■ What to produce:
In the listing below, every line with the word "Yarmouth" needs to be copied.

■ Input for this task:
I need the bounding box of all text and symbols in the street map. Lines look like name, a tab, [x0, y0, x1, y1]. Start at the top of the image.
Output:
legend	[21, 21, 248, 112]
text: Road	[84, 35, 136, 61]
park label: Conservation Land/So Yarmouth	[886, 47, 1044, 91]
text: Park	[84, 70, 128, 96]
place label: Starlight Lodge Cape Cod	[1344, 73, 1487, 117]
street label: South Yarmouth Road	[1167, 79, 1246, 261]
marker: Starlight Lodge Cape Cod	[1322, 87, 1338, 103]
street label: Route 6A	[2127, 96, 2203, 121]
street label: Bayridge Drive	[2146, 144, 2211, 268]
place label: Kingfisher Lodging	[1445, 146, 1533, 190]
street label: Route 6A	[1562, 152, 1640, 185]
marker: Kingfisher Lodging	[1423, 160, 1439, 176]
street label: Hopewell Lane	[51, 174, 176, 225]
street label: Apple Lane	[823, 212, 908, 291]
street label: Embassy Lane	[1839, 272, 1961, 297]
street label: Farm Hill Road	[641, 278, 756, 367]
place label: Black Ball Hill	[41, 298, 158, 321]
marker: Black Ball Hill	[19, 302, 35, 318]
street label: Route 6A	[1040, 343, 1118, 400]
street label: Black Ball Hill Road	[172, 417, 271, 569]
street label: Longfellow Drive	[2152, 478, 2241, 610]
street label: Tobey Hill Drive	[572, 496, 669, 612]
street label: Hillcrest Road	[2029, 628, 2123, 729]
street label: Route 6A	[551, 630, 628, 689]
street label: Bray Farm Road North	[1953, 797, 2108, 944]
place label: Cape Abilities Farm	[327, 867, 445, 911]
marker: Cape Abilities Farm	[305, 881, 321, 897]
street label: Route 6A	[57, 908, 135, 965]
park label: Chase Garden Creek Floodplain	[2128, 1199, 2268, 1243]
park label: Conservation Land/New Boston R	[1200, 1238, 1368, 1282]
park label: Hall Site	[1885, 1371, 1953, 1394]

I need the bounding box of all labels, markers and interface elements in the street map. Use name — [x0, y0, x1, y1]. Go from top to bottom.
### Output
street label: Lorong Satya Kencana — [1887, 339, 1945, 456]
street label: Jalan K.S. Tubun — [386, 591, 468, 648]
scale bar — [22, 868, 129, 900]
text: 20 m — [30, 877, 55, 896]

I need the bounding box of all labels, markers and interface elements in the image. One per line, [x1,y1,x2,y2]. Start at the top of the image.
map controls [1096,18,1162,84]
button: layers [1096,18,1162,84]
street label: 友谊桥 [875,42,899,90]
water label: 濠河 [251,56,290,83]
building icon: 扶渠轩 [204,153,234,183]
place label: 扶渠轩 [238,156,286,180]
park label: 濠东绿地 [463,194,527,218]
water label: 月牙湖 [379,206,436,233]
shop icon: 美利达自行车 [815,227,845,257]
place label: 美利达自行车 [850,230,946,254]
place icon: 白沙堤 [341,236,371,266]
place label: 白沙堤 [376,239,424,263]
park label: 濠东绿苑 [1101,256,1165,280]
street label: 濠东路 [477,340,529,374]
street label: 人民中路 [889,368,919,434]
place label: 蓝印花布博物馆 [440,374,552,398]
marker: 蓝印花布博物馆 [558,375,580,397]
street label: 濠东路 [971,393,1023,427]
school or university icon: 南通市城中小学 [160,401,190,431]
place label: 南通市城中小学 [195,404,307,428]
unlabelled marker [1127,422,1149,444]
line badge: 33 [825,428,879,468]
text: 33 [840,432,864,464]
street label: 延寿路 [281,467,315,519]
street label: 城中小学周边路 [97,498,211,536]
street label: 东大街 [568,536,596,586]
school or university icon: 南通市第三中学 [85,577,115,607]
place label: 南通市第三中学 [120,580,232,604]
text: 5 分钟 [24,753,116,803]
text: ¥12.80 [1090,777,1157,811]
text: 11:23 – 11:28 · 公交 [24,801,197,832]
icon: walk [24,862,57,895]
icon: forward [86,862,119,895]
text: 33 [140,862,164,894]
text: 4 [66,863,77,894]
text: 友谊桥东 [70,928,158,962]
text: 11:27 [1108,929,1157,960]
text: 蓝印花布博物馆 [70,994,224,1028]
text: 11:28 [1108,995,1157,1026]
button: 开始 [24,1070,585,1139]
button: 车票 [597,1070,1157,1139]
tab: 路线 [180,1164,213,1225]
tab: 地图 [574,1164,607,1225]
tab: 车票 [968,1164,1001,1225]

■ Answer to the exercise:
park label: Conservation Land/So Yarmouth	[886, 47, 1044, 91]
street label: South Yarmouth Road	[1167, 79, 1246, 261]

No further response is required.